What you will do: Provide a verbatim copy of the data below.

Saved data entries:

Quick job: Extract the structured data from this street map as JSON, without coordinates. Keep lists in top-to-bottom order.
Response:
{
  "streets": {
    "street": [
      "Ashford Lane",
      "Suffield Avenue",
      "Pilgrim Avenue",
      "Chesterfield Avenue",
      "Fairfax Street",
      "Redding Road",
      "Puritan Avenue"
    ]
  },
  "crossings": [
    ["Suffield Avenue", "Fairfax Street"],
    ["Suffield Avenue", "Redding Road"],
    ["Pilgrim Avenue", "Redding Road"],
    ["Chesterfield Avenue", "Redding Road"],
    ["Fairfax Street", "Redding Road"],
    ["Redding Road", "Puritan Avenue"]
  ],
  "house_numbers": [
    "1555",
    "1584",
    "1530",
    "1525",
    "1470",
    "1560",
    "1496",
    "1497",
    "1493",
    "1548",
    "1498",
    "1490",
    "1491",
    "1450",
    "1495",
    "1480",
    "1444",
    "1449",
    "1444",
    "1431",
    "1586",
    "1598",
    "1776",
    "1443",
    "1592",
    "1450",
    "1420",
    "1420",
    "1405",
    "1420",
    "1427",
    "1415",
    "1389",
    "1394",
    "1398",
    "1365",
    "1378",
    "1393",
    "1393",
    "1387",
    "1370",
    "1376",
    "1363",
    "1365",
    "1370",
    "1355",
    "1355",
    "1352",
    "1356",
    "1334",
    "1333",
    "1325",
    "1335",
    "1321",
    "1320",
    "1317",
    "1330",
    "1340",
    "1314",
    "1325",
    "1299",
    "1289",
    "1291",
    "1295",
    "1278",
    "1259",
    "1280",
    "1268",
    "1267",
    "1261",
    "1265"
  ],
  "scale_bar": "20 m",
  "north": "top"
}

Response below:
Quick job: Extract the structured data from this street map as JSON, without coordinates. Keep lists in top-to-bottom order.
Response:
{
  "streets": {
    "street": [
      "Ashford Lane",
      "Suffield Avenue",
      "Pilgrim Avenue",
      "Chesterfield Avenue",
      "Fairfax Street",
      "Redding Road",
      "Puritan Avenue"
    ]
  },
  "crossings": [
    ["Suffield Avenue", "Fairfax Street"],
    ["Suffield Avenue", "Redding Road"],
    ["Pilgrim Avenue", "Redding Road"],
    ["Chesterfield Avenue", "Redding Road"],
    ["Fairfax Street", "Redding Road"],
    ["Redding Road", "Puritan Avenue"]
  ],
  "house_numbers": [
    "1555",
    "1584",
    "1530",
    "1525",
    "1470",
    "1560",
    "1496",
    "1497",
    "1493",
    "1548",
    "1498",
    "1490",
    "1491",
    "1450",
    "1495",
    "1480",
    "1444",
    "1449",
    "1444",
    "1431",
    "1586",
    "1598",
    "1776",
    "1443",
    "1592",
    "1450",
    "1420",
    "1420",
    "1405",
    "1420",
    "1427",
    "1415",
    "1389",
    "1394",
    "1398",
    "1365",
    "1378",
    "1393",
    "1393",
    "1387",
    "1370",
    "1376",
    "1363",
    "1365",
    "1370",
    "1355",
    "1355",
    "1352",
    "1356",
    "1334",
    "1333",
    "1325",
    "1335",
    "1321",
    "1320",
    "1317",
    "1330",
    "1340",
    "1314",
    "1325",
    "1299",
    "1289",
    "1291",
    "1295",
    "1278",
    "1259",
    "1280",
    "1268",
    "1267",
    "1261",
    "1265"
  ],
  "scale_bar": "20 m",
  "north": "top"
}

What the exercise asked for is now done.